Riproporne il pensiero, farlo dalle colonne de ‘IL BLUES’, assume, coerentemente con i propositi di questa rivista, il significato di arricchire la passione per il blues di un prezioso controcanto, un antidoto alla sua mitizzazione.
L’ambizione è quella d’offrire un profilo rispettoso, necessariamente incompleto, del suo pensiero. Un richiamo d’attenzione su una figura imponente, al contempo: storico, scienziato sociale, romanziere, militante politico, poeta.
Sebbene Du Bois manchi di espliciti riferimenti al blues la sua scrittura è pervasa dalla soggettività controvento del ‘Popolo Negro(2).

Non c’è oggi alcuna musica americana vera se non le dolci selvagge melodie dello schiavo Negro; le fiabe americane sono indiane o africane; noi siamo la sola oasi di fede semplice e rispetto in un deserto polveroso di denaro e di eleganza  (Du Bois, 1897) (3).

Stimolare la scoperta, la lettura, di W.E.B. Du Bois è trattenere un ragionevole ausilio per non abbandonarsi alla sola deriva estetica di questa musica.
Sulla sua figura, a più di cinquanta anni dalla scomparsa (4), non manca di depositarsi, distratta, la polvere del tempo e nondimeno il suo nome è un “inciampo” inevitabile della storia americana.

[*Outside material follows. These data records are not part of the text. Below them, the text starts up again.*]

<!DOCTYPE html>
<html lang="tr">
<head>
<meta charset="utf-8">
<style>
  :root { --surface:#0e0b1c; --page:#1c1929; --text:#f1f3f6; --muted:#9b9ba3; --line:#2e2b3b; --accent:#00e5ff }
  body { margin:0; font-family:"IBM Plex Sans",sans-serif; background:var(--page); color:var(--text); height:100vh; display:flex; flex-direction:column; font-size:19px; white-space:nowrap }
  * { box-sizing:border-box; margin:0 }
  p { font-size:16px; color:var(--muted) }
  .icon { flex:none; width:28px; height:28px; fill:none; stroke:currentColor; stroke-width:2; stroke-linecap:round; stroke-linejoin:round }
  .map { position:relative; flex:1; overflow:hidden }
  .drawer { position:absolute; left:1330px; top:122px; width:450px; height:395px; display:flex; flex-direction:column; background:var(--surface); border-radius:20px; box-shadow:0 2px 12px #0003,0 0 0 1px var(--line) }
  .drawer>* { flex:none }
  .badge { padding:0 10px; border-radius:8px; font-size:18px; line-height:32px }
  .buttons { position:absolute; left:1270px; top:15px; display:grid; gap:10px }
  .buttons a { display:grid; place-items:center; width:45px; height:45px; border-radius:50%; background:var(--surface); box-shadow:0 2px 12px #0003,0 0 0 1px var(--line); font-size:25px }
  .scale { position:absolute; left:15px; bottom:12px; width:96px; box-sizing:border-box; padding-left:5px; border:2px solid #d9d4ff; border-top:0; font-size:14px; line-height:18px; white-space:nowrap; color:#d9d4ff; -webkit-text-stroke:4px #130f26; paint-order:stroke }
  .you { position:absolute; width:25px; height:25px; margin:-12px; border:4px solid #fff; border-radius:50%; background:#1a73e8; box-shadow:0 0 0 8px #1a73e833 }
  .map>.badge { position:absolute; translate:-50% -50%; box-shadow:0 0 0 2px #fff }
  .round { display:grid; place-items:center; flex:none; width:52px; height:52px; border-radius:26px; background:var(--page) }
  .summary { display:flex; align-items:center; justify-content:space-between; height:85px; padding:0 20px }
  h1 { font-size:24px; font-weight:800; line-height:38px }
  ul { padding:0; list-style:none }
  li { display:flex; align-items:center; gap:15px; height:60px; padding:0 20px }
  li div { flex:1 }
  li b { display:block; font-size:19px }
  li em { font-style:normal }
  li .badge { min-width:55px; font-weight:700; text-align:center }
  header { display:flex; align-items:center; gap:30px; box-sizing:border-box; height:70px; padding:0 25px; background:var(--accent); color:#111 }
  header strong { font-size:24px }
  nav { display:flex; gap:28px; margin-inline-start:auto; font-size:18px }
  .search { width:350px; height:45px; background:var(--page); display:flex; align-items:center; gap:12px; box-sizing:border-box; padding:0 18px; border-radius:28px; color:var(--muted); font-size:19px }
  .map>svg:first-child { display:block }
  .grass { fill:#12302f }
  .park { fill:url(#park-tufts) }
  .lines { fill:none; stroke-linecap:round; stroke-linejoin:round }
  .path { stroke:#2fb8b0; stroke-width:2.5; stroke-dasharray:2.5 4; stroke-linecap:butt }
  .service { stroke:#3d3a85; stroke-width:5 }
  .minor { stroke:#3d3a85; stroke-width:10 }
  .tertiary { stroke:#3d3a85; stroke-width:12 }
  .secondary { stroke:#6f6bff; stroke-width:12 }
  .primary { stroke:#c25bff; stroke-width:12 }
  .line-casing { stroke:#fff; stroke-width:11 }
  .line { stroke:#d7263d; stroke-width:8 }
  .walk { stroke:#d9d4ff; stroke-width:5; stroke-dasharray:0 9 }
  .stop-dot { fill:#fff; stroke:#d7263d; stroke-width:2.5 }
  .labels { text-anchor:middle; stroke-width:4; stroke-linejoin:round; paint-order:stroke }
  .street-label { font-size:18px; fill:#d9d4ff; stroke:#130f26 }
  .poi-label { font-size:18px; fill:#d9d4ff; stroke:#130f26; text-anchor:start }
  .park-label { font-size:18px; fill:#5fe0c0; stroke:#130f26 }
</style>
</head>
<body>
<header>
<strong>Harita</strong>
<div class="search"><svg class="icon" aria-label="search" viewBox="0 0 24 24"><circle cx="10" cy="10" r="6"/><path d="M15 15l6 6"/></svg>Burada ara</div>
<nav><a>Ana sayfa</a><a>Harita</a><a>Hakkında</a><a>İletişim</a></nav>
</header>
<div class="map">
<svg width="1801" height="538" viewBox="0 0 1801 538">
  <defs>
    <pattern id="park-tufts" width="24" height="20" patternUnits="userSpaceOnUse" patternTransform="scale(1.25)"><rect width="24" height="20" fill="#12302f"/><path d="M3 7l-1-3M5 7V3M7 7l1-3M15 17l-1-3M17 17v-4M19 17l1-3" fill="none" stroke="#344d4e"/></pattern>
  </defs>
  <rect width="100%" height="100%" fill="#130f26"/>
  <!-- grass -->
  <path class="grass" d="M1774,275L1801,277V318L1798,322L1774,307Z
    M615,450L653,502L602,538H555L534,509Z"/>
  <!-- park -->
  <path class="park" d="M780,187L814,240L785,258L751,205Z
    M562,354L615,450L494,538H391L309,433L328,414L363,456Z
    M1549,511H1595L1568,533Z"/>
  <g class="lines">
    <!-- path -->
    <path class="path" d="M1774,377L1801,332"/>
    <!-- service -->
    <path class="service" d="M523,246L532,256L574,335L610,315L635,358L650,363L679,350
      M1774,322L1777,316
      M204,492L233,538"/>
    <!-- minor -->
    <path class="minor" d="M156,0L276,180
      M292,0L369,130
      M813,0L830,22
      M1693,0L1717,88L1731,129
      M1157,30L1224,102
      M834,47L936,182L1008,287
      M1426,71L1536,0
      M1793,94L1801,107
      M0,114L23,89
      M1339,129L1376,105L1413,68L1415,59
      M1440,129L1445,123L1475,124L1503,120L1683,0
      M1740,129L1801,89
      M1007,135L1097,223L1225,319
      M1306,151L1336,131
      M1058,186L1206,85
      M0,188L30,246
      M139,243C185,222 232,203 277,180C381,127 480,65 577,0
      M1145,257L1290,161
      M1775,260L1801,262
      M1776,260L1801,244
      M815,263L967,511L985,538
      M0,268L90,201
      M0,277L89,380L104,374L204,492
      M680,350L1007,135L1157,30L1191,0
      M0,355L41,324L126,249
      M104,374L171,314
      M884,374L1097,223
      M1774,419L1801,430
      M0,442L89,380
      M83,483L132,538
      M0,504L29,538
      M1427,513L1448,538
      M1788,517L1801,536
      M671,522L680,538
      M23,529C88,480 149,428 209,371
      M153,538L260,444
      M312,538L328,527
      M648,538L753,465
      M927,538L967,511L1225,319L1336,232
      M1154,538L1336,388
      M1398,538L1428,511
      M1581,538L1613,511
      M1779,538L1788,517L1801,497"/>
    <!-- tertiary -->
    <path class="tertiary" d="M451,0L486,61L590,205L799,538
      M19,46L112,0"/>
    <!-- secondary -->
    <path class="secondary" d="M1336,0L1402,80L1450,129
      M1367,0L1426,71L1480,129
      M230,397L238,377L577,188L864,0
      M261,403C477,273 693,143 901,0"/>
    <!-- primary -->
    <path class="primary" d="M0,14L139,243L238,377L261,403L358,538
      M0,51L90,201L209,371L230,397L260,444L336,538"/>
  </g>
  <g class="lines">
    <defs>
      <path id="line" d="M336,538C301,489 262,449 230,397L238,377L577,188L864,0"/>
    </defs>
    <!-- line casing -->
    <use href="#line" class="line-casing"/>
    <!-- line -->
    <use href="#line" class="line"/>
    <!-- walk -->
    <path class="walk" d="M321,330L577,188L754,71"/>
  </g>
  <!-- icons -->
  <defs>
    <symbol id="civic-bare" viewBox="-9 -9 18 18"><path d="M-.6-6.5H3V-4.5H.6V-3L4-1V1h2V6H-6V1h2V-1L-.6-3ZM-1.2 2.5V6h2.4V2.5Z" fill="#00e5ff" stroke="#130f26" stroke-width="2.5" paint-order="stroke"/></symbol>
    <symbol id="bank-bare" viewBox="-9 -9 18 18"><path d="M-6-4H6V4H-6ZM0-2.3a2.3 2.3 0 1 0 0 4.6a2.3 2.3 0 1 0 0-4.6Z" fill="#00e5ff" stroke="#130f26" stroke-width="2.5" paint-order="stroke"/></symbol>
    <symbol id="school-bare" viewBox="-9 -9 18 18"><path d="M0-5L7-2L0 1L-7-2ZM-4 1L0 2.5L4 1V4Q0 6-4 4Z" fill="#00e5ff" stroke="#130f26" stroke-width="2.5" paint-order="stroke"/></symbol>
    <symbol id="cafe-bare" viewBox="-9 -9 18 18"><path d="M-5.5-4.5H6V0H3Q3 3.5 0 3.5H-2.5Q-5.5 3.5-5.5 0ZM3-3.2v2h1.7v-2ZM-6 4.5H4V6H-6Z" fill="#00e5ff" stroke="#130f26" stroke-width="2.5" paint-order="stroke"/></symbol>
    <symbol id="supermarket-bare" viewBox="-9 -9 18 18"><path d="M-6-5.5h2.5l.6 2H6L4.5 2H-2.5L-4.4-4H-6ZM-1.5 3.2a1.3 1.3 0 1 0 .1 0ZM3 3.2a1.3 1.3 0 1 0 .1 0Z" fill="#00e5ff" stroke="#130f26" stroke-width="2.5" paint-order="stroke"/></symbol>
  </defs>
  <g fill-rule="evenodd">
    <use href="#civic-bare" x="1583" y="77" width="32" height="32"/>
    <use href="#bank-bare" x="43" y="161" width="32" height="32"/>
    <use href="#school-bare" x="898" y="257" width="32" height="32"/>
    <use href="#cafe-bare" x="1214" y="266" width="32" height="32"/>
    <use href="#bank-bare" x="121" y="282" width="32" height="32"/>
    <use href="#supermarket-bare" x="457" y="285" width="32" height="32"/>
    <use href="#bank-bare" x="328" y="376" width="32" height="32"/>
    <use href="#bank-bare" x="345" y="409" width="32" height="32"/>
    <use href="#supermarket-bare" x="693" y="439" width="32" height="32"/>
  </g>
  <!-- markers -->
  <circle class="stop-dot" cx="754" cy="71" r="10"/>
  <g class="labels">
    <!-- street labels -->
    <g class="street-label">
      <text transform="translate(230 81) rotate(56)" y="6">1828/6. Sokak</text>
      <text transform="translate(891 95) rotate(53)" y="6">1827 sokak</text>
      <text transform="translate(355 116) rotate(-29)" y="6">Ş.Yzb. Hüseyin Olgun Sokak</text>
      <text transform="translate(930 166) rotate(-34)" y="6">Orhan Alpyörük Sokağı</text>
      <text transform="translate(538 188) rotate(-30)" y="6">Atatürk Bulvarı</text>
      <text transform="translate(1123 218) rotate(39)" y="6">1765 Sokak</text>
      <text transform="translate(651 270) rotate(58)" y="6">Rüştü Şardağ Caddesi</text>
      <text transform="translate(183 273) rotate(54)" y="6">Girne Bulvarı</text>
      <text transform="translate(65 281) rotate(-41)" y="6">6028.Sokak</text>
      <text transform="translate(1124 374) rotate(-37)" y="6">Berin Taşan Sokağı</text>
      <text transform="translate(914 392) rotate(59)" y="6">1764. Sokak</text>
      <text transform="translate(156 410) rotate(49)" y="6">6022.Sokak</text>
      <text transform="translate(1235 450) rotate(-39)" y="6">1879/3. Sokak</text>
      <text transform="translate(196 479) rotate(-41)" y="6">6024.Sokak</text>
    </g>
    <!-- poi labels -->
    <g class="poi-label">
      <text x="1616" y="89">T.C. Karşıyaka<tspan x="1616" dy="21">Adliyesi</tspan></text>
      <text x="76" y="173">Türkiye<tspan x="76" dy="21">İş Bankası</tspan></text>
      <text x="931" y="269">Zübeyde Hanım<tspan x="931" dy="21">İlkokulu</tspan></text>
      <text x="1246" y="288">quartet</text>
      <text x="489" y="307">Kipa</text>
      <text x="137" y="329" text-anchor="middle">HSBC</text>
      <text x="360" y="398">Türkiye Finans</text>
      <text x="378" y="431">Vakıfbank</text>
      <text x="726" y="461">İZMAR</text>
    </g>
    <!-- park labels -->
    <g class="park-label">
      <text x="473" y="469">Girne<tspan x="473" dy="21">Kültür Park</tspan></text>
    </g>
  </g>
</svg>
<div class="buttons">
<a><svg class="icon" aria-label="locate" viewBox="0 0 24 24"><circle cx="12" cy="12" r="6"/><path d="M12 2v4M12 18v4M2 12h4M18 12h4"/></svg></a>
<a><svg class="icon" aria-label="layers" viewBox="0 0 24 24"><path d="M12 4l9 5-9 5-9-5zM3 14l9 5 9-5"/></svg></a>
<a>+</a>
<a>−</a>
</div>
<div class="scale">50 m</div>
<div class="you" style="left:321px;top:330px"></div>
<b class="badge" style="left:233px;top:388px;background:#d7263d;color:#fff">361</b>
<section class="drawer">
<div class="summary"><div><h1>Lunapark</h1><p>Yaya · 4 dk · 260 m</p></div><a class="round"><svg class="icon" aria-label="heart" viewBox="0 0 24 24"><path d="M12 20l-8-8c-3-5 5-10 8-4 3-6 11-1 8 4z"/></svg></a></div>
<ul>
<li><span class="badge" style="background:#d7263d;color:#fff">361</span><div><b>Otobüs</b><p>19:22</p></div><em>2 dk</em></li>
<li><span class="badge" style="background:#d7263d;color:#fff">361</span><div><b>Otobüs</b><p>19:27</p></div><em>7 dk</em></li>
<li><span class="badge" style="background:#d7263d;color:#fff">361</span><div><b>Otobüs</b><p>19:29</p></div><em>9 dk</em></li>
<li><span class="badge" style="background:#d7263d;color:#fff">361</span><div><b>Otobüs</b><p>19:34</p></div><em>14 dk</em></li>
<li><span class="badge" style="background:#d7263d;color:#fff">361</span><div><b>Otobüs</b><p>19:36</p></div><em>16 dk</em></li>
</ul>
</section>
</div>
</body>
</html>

Du Bois è dotato di una rara, inarrivabile, capacità descrittiva della condizione afroamericana del ‘900, le sue analisi sono profonde, scomoda è la figura politica.

Il suo racconto del ‘Negro Americano’ ha la potenza dell’affresco inestimabile. Una sorta di binario parallelo, per chi, appassionato di blues, musicista e no, voglia approfondire, contestualizzare i momenti nei quali questa musica è nata e si è sviluppata.
Il suo è stato un impegno costante, cocciuto, intellettuale e politico. Le riflessioni, le battaglie ingaggiate con l’establishment americano per traguardi di uguaglianza, giustizia, promozione sociale, della popolazione nera americana, sono il corrimano cui aggrapparsi per ‘vedere’ l’esordio del blues a fine ‘800, percepirne i contesti, lo sviluppo, ben oltre la Golgen Age degli anni ’50 del ‘900.
Questo insieme di motivi costituiscono, in se, la sostanziale premessa per tornare a W.E.B. Du Bois. A questi va aggiunta la sconsolante attualità del suo pensiero. Le intuizioni di Du Bois circa la condizione del ‘Negro’ sono tuttora vive nei concetti di ‘Linea del Colore’, di ‘Doppia Coscienza’.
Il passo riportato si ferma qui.